_ABOUT THIS TASK:_ Using the data below, output the first line and every line after it up to and including the line containing "1px #c3b4ce) drop-shadow(0", exactly as written and with nothing added.

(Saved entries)

━━━━━━━━━━━━━━━━━━━━━━━━━━━━━━

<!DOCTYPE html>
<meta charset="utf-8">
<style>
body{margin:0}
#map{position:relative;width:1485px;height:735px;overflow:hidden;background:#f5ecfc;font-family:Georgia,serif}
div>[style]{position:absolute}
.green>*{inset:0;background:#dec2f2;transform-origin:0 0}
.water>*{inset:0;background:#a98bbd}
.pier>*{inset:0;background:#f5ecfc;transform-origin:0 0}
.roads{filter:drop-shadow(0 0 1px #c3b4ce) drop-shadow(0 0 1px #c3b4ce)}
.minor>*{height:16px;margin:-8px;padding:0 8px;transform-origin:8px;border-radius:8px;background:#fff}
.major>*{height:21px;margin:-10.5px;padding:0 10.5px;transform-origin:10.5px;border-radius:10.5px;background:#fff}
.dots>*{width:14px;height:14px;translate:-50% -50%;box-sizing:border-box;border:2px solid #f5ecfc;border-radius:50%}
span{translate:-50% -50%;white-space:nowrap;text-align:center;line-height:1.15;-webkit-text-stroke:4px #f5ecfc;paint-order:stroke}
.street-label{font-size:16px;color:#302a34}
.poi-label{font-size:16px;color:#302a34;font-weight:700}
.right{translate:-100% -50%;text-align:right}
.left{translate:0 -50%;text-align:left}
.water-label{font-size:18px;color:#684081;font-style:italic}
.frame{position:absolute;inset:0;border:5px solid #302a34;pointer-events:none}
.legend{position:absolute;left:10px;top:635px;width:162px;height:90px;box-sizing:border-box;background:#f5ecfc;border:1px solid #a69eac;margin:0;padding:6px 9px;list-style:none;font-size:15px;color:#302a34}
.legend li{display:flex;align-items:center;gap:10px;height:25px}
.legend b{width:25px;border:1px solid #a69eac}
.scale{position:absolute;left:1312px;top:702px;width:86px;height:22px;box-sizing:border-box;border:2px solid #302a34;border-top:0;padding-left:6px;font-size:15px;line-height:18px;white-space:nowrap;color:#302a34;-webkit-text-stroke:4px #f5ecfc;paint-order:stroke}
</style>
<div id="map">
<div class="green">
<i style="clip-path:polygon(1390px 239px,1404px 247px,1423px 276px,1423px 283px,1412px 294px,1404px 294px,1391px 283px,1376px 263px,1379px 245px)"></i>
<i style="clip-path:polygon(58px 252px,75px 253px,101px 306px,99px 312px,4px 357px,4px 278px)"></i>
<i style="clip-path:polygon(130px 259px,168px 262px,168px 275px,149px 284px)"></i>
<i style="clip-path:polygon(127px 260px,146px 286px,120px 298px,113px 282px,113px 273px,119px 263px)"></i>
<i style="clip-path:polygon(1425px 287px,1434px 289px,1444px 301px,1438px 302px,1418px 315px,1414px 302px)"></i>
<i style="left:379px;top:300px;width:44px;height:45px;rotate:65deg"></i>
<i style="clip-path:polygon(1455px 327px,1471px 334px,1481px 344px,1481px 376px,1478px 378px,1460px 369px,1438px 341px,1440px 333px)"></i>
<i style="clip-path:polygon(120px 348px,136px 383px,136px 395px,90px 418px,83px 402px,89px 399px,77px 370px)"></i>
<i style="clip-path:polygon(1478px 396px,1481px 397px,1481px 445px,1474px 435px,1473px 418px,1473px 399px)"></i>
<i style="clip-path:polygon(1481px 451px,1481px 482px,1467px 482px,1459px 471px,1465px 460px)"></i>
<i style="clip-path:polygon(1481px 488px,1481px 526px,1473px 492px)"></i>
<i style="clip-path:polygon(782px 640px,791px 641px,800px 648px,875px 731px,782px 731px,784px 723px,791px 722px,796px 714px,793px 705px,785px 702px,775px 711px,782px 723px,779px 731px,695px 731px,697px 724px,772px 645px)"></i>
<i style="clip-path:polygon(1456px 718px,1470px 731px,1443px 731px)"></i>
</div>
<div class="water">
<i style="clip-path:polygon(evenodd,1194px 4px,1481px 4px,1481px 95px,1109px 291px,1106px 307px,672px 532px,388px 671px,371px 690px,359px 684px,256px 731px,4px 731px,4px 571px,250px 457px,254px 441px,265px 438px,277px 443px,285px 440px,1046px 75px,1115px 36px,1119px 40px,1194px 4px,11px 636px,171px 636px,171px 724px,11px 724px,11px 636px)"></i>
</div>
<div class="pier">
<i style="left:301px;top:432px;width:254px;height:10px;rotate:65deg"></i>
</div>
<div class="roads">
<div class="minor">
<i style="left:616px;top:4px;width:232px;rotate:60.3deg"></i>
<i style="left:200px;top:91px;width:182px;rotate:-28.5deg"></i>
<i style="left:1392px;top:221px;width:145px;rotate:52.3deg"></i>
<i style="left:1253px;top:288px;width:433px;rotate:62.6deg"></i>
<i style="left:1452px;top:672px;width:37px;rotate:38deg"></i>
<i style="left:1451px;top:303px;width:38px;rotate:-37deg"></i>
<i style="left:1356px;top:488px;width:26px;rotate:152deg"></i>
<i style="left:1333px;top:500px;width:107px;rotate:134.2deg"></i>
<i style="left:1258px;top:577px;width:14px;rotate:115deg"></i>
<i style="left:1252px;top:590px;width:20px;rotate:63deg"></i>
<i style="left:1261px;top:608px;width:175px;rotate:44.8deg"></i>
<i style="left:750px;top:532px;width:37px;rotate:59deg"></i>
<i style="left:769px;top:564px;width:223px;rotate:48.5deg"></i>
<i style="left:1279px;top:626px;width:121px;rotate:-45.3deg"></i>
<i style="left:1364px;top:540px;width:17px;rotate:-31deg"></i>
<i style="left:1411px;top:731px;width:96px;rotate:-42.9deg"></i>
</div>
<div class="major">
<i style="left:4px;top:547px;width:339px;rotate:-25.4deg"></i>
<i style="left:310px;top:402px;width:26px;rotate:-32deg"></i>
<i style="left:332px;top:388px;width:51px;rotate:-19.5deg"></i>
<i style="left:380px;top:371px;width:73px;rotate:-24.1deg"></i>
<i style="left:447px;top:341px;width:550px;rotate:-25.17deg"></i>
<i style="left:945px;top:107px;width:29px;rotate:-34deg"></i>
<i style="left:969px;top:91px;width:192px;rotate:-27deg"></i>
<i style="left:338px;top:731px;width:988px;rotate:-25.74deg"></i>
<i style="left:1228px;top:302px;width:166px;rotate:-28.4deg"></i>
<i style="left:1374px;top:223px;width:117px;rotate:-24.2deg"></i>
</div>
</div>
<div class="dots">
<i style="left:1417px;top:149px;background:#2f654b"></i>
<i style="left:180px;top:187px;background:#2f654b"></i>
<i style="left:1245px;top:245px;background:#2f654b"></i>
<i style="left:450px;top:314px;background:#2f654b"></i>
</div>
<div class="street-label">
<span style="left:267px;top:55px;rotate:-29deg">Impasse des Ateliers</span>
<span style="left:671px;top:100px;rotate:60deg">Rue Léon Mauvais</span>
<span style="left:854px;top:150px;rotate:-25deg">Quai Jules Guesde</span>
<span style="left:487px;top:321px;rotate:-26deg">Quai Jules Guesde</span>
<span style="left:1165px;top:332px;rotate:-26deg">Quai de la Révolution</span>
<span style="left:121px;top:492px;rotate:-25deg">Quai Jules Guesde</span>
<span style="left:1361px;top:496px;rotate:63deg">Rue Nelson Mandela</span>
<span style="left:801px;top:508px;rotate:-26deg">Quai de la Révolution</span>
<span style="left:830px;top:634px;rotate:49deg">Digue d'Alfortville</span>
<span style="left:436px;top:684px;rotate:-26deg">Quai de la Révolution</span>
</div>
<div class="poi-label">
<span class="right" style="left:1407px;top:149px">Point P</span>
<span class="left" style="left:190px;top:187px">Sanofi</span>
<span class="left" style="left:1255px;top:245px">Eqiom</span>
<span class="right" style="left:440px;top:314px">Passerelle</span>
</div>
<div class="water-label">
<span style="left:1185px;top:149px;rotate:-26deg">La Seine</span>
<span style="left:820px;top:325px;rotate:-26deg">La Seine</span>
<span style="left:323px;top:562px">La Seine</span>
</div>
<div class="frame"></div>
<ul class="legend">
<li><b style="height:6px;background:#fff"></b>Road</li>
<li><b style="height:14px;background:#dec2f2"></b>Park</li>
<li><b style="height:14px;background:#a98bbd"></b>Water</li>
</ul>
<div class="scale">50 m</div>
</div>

━━━━━━━━━━━━━━━━━━━━━━━━━━━━━━

_ANSWER TO THIS PROBLEM:_
<!DOCTYPE html>
<meta charset="utf-8">
<style>
body{margin:0}
#map{position:relative;width:1485px;height:735px;overflow:hidden;background:#f5ecfc;font-family:Georgia,serif}
div>[style]{position:absolute}
.green>*{inset:0;background:#dec2f2;transform-origin:0 0}
.water>*{inset:0;background:#a98bbd}
.pier>*{inset:0;background:#f5ecfc;transform-origin:0 0}
.roads{filter:drop-shadow(0 0 1px #c3b4ce) drop-shadow(0 0 1px #c3b4ce)}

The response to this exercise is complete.